Connect your prompt to a knowledge base. A prompt will only work well for a conversational AI assistant if it is connected to a knowledge base that contains all of the information that the assistant will need to answer any questions that may be asked by a user. If there is a very small knowledge base of say a few FAQ pages and some product documentation then these can be included in the prompt. However, for most use cases a vector database such as Pinecone will be used for knowledge retrieval-augmented generation (RAG) of responses. In this case, the conversational AI assistant will query the knowledge base in real time for the most relevant information and then include the relevant parts of the documentation in the response context.

Deploy your Assistant and Monitor Performance. Track the API's usage of tokens and the performance of the chat assistant. Log the interactions that have taken place. Track the quality of the responses that have been given and also track any failures that have occurred with the chat assistant. Deploy the chat assistant as an Express or Next.js API on AWS or Vercel.

Choosing between OpenAI and Anthropic

Both GPT-4 and Claude are capable models for powering chatbots. GPT-4 handles creative tasks well and draws on a broad general knowledge base. Claude excels at following detailed multi-step instructions and generating structured outputs such as JSON, and can handle longer context windows when passing in documentation or other lengthy text.

Automating real-time data queries

A chatbot that's helpful to customers vs a basic FAQ reader requires up-to-date information for customers. Questions like 'Where is my order?' or 'How many API calls do I have left this month?' require the chatbot to query your database to arrive at the correct answer.

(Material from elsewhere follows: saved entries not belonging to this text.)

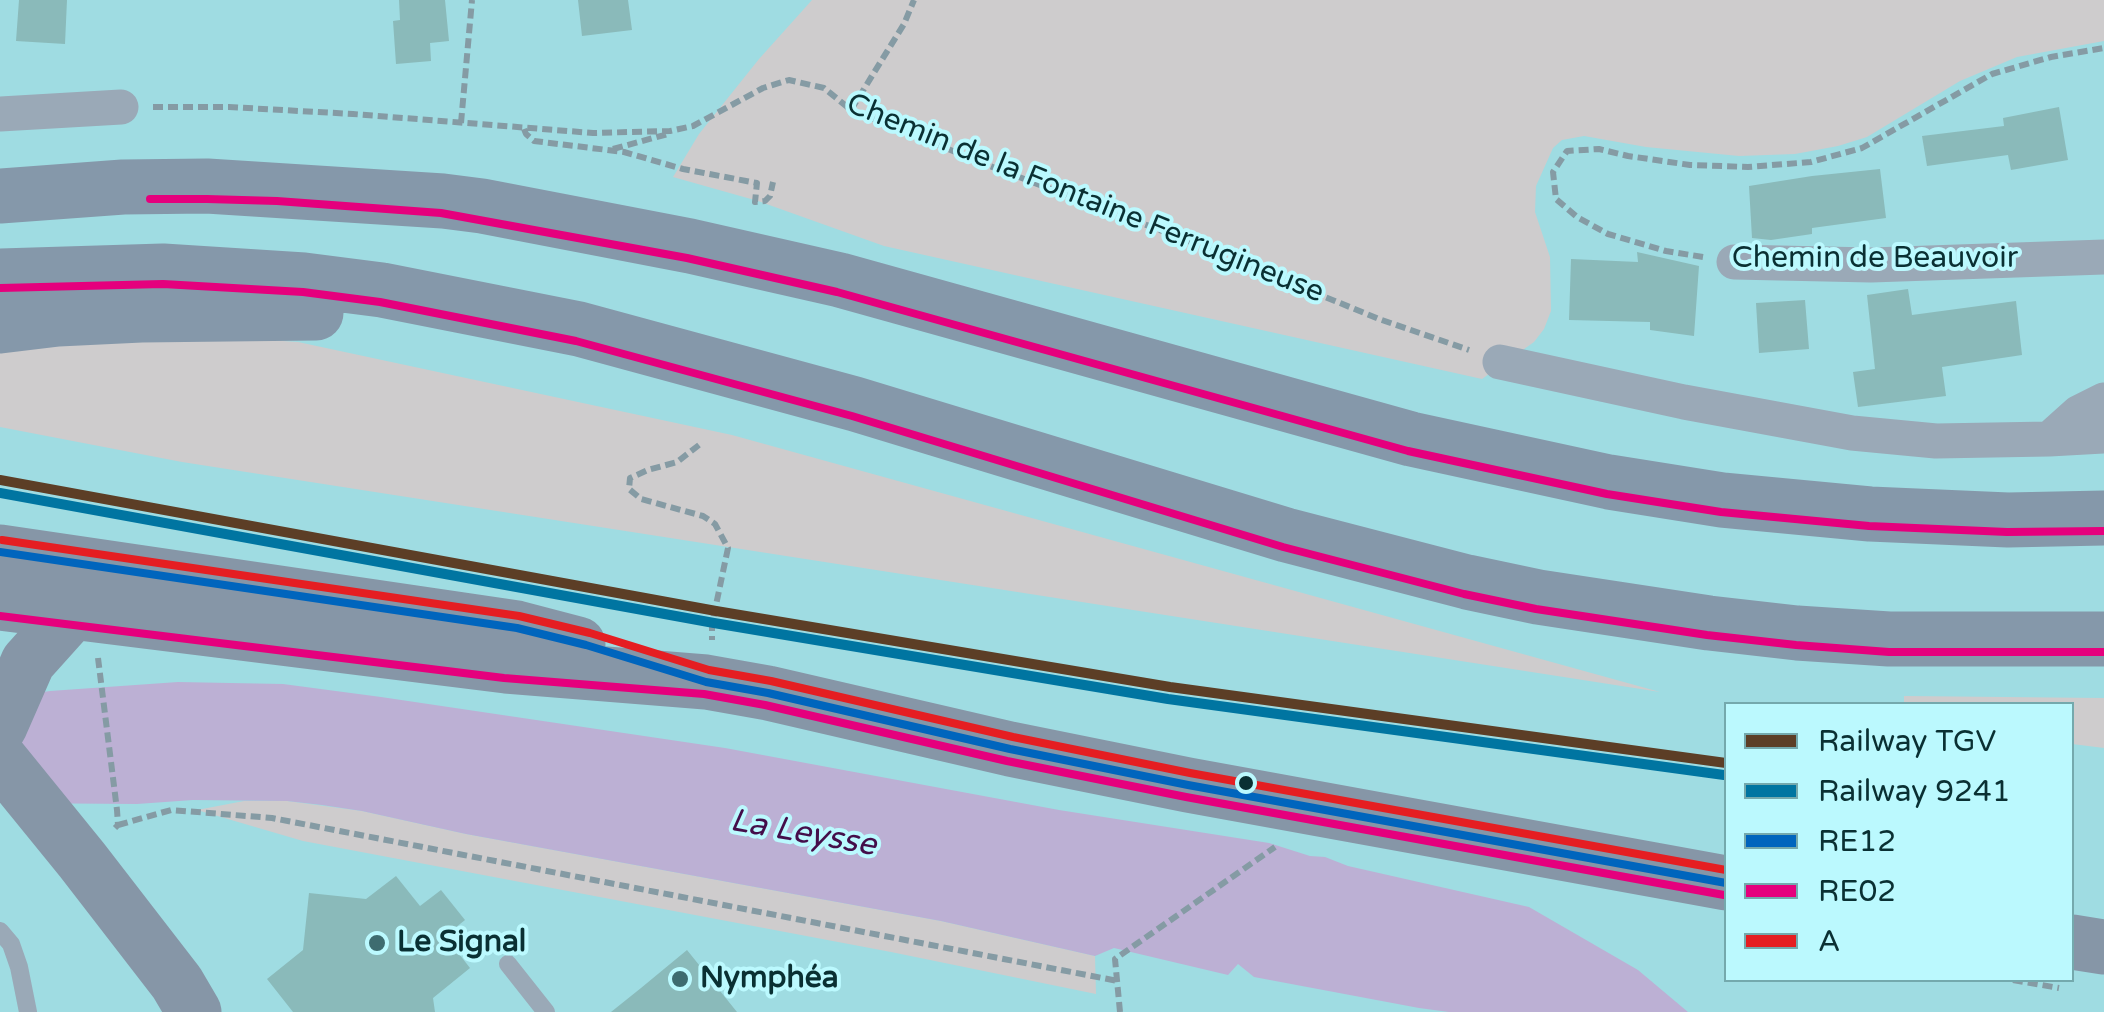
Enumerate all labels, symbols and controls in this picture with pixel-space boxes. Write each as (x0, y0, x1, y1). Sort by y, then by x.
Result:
street label: Chemin de la Fontaine Ferrugineuse (841, 86, 1329, 312)
street label: Chemin de Beauvoir (1732, 241, 2018, 277)
legend (1724, 702, 2074, 982)
text: Railway TGV (1818, 723, 1996, 760)
unlabelled marker (1236, 773, 1256, 793)
text: Railway 9241 (1818, 773, 2011, 810)
water label: La Leysse (727, 802, 879, 866)
text: RE12 (1818, 823, 1896, 860)
text: RE02 (1818, 873, 1896, 910)
text: A (1818, 923, 1840, 960)
place label: Le Signal (397, 925, 526, 961)
marker: Le Signal (366, 932, 388, 954)
place label: Nymphéa (700, 961, 839, 997)
marker: Nymphéa (669, 968, 691, 990)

Following the model's determination that external information is required to service a user query, function calling in the LLM (supported by OpenAI and Anthropic) can then follow the pattern outlined above to query servers that execute database calls or API requests. The returned results from these external calls are then used by the LLM to generate human natural language responses to queries received from users of the conversational interface.

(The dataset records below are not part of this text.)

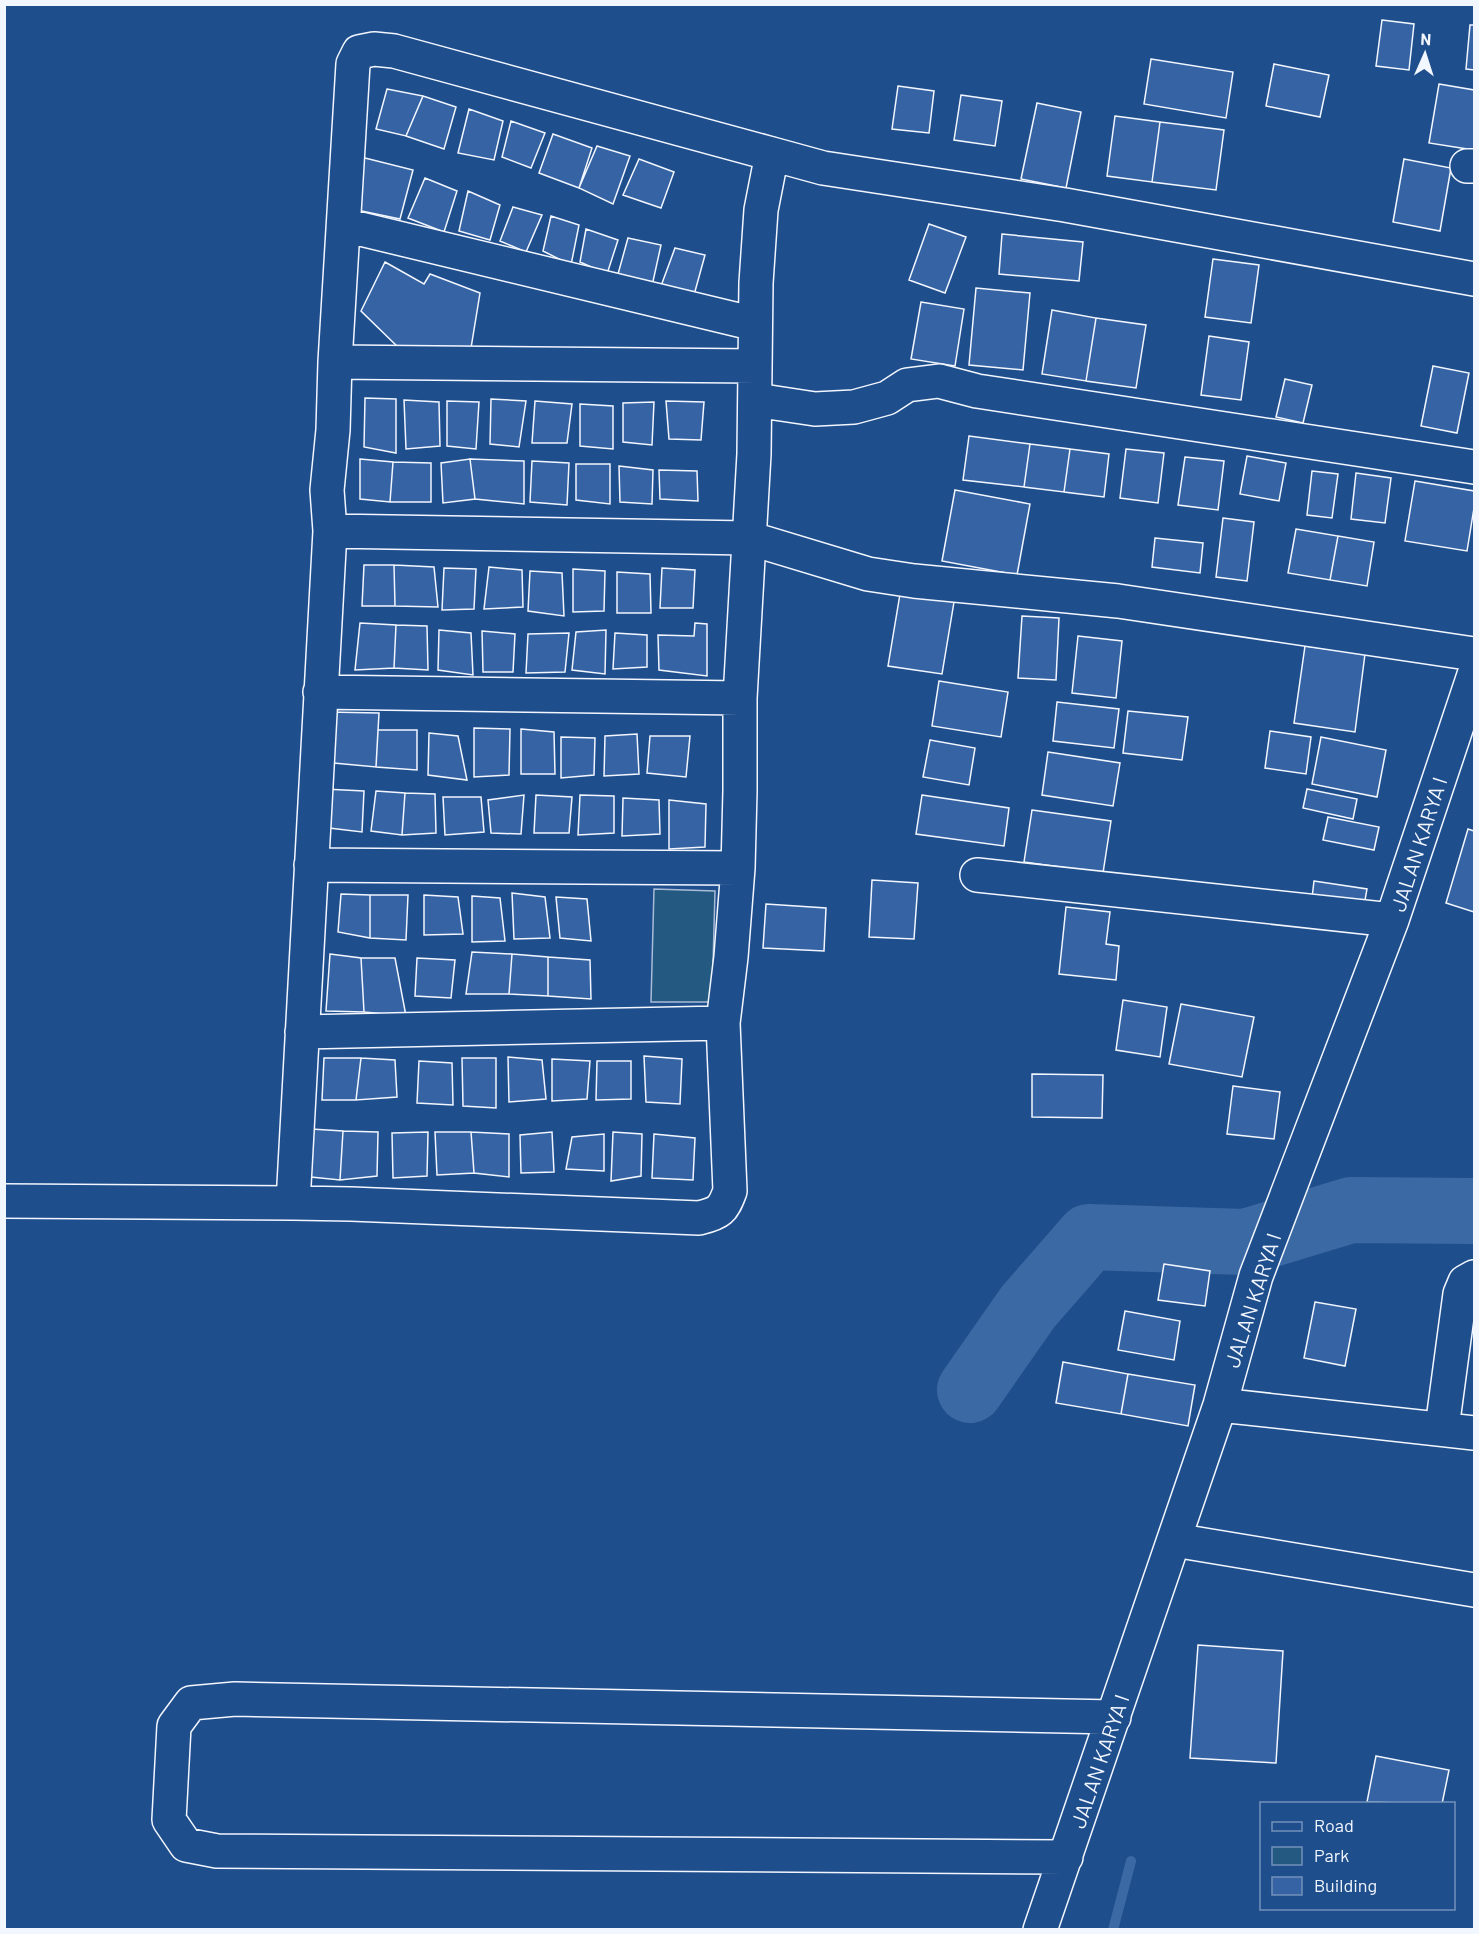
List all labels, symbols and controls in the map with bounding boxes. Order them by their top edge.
north arrow [1395,24,1455,84]
text: N [1420,29,1432,48]
street label: JALAN KARYA I [1384,774,1452,914]
street label: JALAN KARYA I [1218,1230,1286,1370]
street label: JALAN KARYA I [1064,1691,1134,1831]
legend [1260,1802,1455,1910]
text: Road [1314,1814,1354,1836]
text: Park [1314,1844,1349,1866]
text: Building [1314,1874,1377,1896]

As the assistant processes questions, it will need to pull information from various data sources to answer the questions posed.

For the integrations, typical data sources that would be wired up to a conversational assistant are: Salesforce (e.g. account data, case data, contact data), HubSpot (e.g. deal data with stage, contact data with properties, pipeline data), Stripe (e.g. subscription status, invoice data, payment methods), internal databases (e.g. order data, inventory data, user settings). The hardest part is to build out a secure API layer around these integrations to validate and execute the requests correctly.

Security is where most teams underestimate the work.

Always query data within the context of an authenticated user's session. The bot should only be able to see the data that the logged-in user is permitted to see. NEVER allow the LLM to generate raw SQL. The LLM will inevitably hallucinate table and field names or generate creative joins that will expose other users' data. Always validate ALL function calls before executing them. Reject any prompt that indicates the LLM believes it can generate results for a request such as "all orders" as opposed to "orders for user X". Prompt engineering can be used here to inform the LLM as to the functions that exist and what parameters those functions take. As with all untrusted input - treat prompt engineering as such.

Chatbot cost structure and pricing

Many teams get caught off guard by the true cost of a chatbot. At first glance, an entry-level chatbot plan may seem affordable, but the reality is that usage-based pricing can quickly escalate as conversation volume grows.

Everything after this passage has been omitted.